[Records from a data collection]

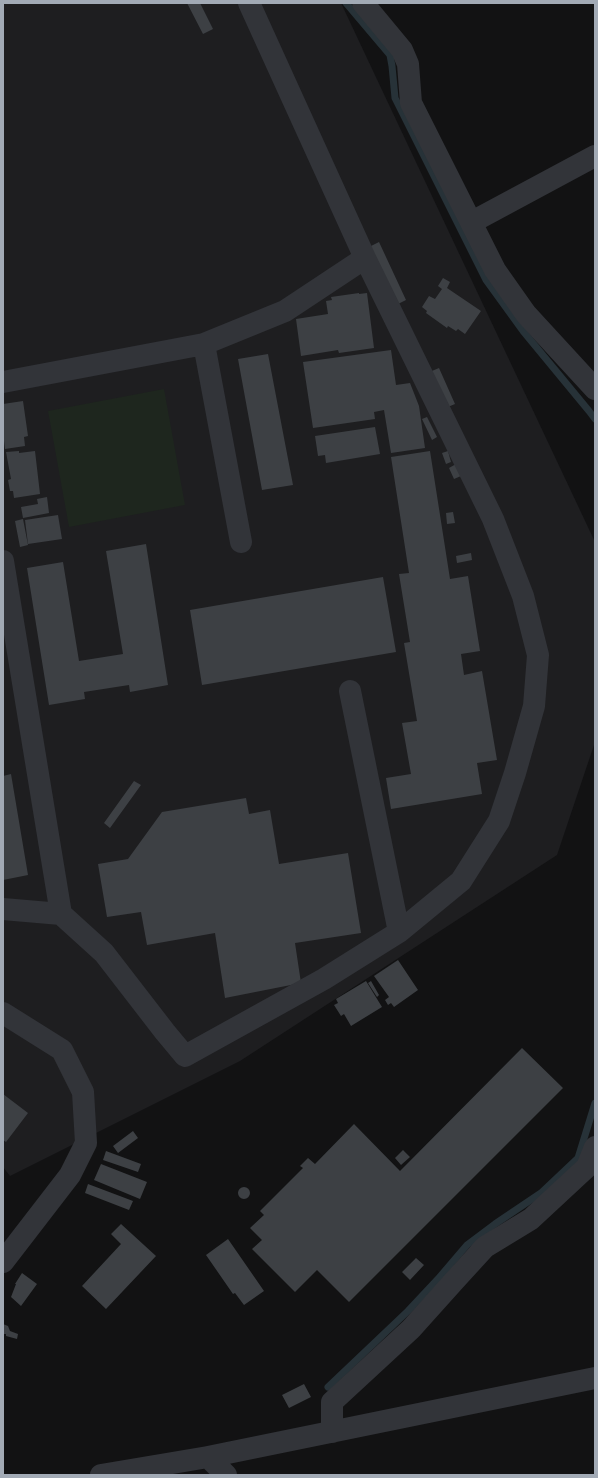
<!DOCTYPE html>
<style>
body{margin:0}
#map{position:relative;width:598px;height:1478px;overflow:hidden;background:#121213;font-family:Helvetica,sans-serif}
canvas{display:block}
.frame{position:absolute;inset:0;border:4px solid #a2aab5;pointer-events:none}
</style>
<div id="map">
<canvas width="598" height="1478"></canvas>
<div class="frame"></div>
</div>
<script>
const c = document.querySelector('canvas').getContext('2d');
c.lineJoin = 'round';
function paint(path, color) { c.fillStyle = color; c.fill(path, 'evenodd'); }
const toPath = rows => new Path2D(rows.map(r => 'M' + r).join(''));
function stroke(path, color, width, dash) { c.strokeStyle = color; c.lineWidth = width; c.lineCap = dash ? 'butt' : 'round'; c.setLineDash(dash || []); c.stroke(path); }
paint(toPath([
 [3,3,341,3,595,542,595,742,557,855,240,1061,10,1176,3,1167]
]), '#1e1e20');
paint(toPath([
 [164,389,185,505,69,527,48,411]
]), '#1e261e');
stroke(toPath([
 [346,3,390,55,392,66,395,98,486,280,523,331,589,411,595,419],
 [328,1387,408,1311,438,1279,467,1245,495,1224,541,1193,578,1158,595,1103]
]), '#273238', 7);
paint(toPath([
 [187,3,200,3,213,29,203,34],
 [379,242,406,300,394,306,367,248],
 [443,278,450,282,447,288,481,311,465,334,458,329,456,331,448,326,447,328,426,313,427,311,422,307,429,296,435,299,442,289,438,286],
 [359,293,359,294,367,293,374,348,339,353,338,350,301,356,296,319,328,314,326,301,332,300,331,297],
 [391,350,396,385,410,383,419,406,425,448,391,453,384,410,374,412,375,419,313,428,303,362],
 [268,354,293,485,262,490,238,359],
 [439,368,455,404,443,409,427,373],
 [23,401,28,436,24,437,25,446,5,449,4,441,3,441,3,404],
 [427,417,437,437,432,440,422,419],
 [375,427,380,454,326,463,325,455,318,456,315,436],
 [19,451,19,453,35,451,40,494,14,498,13,491,10,491,8,480,11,479,6,452],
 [430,451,450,579,468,576,480,651,461,654,464,675,482,671,497,760,477,763,482,794,391,809,386,778,411,774,402,723,417,721,404,643,410,642,399,574,409,573,391,457],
 [448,451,451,462,446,464,442,453],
 [456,464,461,476,454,479,449,468],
 [47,497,49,513,23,518,21,507,38,504,37,499],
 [453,512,455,523,447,524,446,513],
 [58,515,62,539,28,544,25,520],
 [23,519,28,545,20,547,15,521],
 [146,544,168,685,130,692,129,685,84,692,85,699,49,705,27,568,63,562,79,661,123,654,106,551],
 [471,553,472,560,457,563,456,556],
 [383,577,396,652,202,685,190,610],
 [11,774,28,875,3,880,3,776],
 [134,781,141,785,110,828,104,823],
 [246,798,249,814,270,810,279,864,348,853,361,933,295,943,301,983,225,998,215,933,147,945,141,912,107,917,98,864,128,859,162,812],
 [398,960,418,990,394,1007,391,1003,388,1005,385,1000,389,997,374,976],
 [366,981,382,1007,351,1026,344,1014,341,1016,334,1005,338,1003,336,999],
 [371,981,379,995,377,997,368,983],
 [522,1048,563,1088,349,1302,317,1270,295,1292,252,1249,262,1240,250,1228,264,1215,260,1211,303,1168,300,1166,308,1158,315,1164,354,1124,400,1171],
 [3,1094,28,1113,6,1142,3,1140],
 [133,1131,138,1138,118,1153,113,1146],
 [403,1150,410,1157,401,1165,395,1158],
 [106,1151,141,1164,138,1172,103,1160],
 [101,1164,147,1182,140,1199,94,1180],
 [88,1184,133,1201,129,1210,85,1193],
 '238 1193a6 6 0 1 1 12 0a6 6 0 1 1-12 0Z',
 [121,1224,156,1256,106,1309,82,1286,121,1244,111,1234],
 [228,1239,264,1291,244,1305,235,1293,233,1294,206,1255],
 [416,1258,424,1265,410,1280,402,1272],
 [22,1273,37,1284,21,1306,11,1297,16,1284,15,1284],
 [3,1324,8,1326,10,1331,18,1334,17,1339,6,1336,6,1334,3,1334],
 [304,1384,311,1397,289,1408,282,1395]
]), '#3d4044');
stroke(toPath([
 [363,3,402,50,408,64,411,103,495,270,526,314,595,389],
 [472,222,595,156],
 [204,344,241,542],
 [3,382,204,344,285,311,365,258],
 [3,561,61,914],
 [350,691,399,932],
 [3,909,61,914,104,953,165,1032,185,1056,324,979,399,932,461,881,499,821,515,773,534,706,538,655,523,596,493,519,365,258,249,3],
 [3,1013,62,1050,83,1092,86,1143,70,1175,3,1262],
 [332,1432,332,1402,411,1329,455,1280,485,1247,531,1219,587,1167,595,1147],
 [208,1457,226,1475],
 [101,1475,208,1457,595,1378]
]), '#323439', 22);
</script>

• **EXERCISE DIRECTIONS**
Whenever a line includes the word "canvas", pull it out of the entries.

• **RESPONSE**
canvas{display:block}
<canvas width="598" height="1478"></canvas>
const c = document.querySelector('canvas').getContext('2d');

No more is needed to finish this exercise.